--- RECORDS FOR THIS TASK ---
○ ○ ○

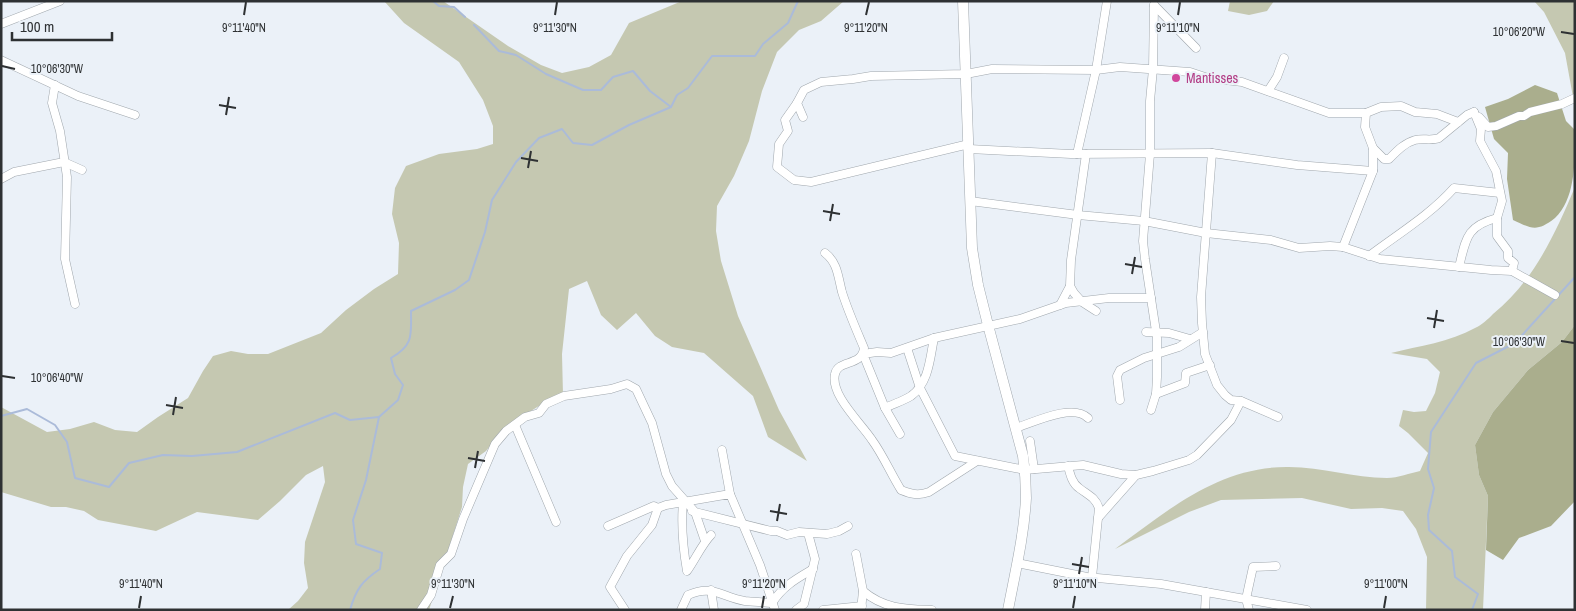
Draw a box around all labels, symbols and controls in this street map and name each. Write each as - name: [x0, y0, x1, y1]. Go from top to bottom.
- scale bar: [12, 10, 112, 42]
- text: 100 m: [20, 16, 54, 37]
- text: 9°11'40"N: [222, 20, 266, 36]
- text: 9°11'30"N: [533, 20, 577, 36]
- text: 9°11'20"N: [844, 20, 888, 36]
- text: 9°11'10"N: [1156, 20, 1200, 36]
- text: 10°06'20"W: [1493, 24, 1546, 40]
- text: 10°06'30"W: [31, 61, 84, 77]
- place label: Mantisses: [1186, 69, 1239, 87]
- marker: Mantisses: [1170, 72, 1182, 84]
- text: 10°06'30"W: [1493, 334, 1546, 350]
- text: 10°06'40"W: [31, 370, 84, 386]
- text: 9°11'40"N: [119, 576, 163, 592]
- text: 9°11'30"N: [431, 576, 475, 592]
- text: 9°11'20"N: [742, 576, 786, 592]
- text: 9°11'10"N: [1053, 576, 1097, 592]
- text: 9°11'00"N: [1364, 576, 1408, 592]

○ ○ ○

--- WORK REQUEST ---
Exact duplicates of all the entries are required, and no image may appear in them.

--- THE ANSWER ---
Draw a box around all labels, symbols and controls in this street map and name each. Write each as - name: [x0, y0, x1, y1]. Go from top to bottom.
- scale bar: [12, 10, 112, 42]
- text: 100 m: [20, 16, 54, 37]
- text: 9°11'40"N: [222, 20, 266, 36]
- text: 9°11'30"N: [533, 20, 577, 36]
- text: 9°11'20"N: [844, 20, 888, 36]
- text: 9°11'10"N: [1156, 20, 1200, 36]
- text: 10°06'20"W: [1493, 24, 1546, 40]
- text: 10°06'30"W: [31, 61, 84, 77]
- place label: Mantisses: [1186, 69, 1239, 87]
- marker: Mantisses: [1170, 72, 1182, 84]
- text: 10°06'30"W: [1493, 334, 1546, 350]
- text: 10°06'40"W: [31, 370, 84, 386]
- text: 9°11'40"N: [119, 576, 163, 592]
- text: 9°11'30"N: [431, 576, 475, 592]
- text: 9°11'20"N: [742, 576, 786, 592]
- text: 9°11'10"N: [1053, 576, 1097, 592]
- text: 9°11'00"N: [1364, 576, 1408, 592]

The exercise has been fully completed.